Sobre la crítica literaria. Sigo con Diderot, cuya lectura es siempre una bocanada de inteligente alegría, y caigo en un lúcido texto suyo acerca de los críticos. “Los viajeros –escribe Diderot– hablan de una especie de hombres salvajes que lanzan dardos envenenados. Lo mismo hacen nuestros críticos”. Esta imagen sigue siendo válida hoy en día. Más adelante, Diderot dice que los críticos “no pierden jamás la alta opinión que tienen de sí mismos”. Y añade: “El papel de un autor es un papel bastante vano; es el de un hombre que se cree capaz de dar lecciones al público. ¿Y el papel del crítico? El del crítico es mucho más vano aún; es el de un hombre que se cree capaz de dar lecciones al que se cree capaz de dárselas al público”. Para el crítico, si el autor ha muerto, toda su obra es un dechado de virtudes; si el autor vive aún, su obra lo es de defectos. En cualquier caso, los críticos nunca aciertan con el verdadero e íntimo defecto del escritor, ese que solo él conoce de sí mismo, manifestado libro tras libro, y que, por su cerrazón, le es vedado al crítico, cuyo criterio solo se basa en su propio gusto y en la presuntuosidad de filtrarlo todo por él.

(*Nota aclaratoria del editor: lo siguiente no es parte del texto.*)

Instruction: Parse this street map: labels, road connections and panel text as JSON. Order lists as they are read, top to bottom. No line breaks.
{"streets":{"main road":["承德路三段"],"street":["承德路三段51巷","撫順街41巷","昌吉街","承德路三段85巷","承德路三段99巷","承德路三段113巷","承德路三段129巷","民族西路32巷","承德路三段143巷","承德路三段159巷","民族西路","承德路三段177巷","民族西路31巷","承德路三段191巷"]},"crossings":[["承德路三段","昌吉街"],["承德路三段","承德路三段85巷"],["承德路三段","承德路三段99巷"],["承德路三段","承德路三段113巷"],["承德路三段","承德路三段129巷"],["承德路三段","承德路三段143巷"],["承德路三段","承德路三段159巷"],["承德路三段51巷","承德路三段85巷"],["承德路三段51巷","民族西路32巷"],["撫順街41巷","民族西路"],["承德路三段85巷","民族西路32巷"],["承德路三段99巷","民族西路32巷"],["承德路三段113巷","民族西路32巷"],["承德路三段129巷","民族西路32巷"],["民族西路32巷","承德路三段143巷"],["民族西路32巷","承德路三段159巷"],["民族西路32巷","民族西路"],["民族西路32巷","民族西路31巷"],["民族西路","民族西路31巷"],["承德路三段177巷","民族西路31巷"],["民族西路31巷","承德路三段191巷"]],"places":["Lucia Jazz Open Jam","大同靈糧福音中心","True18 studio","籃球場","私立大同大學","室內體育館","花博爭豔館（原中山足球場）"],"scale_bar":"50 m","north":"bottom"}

Los críticos –según Diderot– dicen que aplican un rigor objetivo, pero, siendo realmente partes secundarias de la creación, solo pueden apelar a la subjetividad de su gusto, casi siempre escasamente formado, pobre y anquilosado, cuando no directamente ciego. Quizá lo primero que ha de ser un crítico –según Diderot– es buena persona, “hombre de bien”. Pero eso es mucho pedir, creo yo. Si un crítico es mal padre, pésimo marido, mal amigo, mezquino, violento, maltratador, cretino o ruin, no veo la razón por la que haya de carecer de esos rasgos cuando se enfrenta al hecho de leer. El máximo efecto de la lectura es dejarse poseer por lo ajeno, por el texto, la visión, la percepción y la expresión de otro; es decir, el crítico ha de partir de una postura generosa y receptiva, al leer. Sin embargo, el crítico –según Diderot– ya de partida carece de esa postura, porque se cree juez, ejecutor, verdugo, legislador, en definitiva, superior; y sobre todo se cree impune. Qué cierto es que un escritor, cuando escribe, delata su alma; y un crítico también.
Acaba Diderot su texto sobre los críticos con este gran e irónico final: “Comprendió que aún tenía mucho que aprender. Volvió a su casa. Se encerró allí durante quince años. Se entregó a la historia, a la filosofía, a la moral, a las ciencias y a las artes; y a los cincuenta y cinco años llegó a ser un nombre de bien, un hombre instruido, un hombre de gusto, gran autor y un crítico excelente.” Lo hago mío.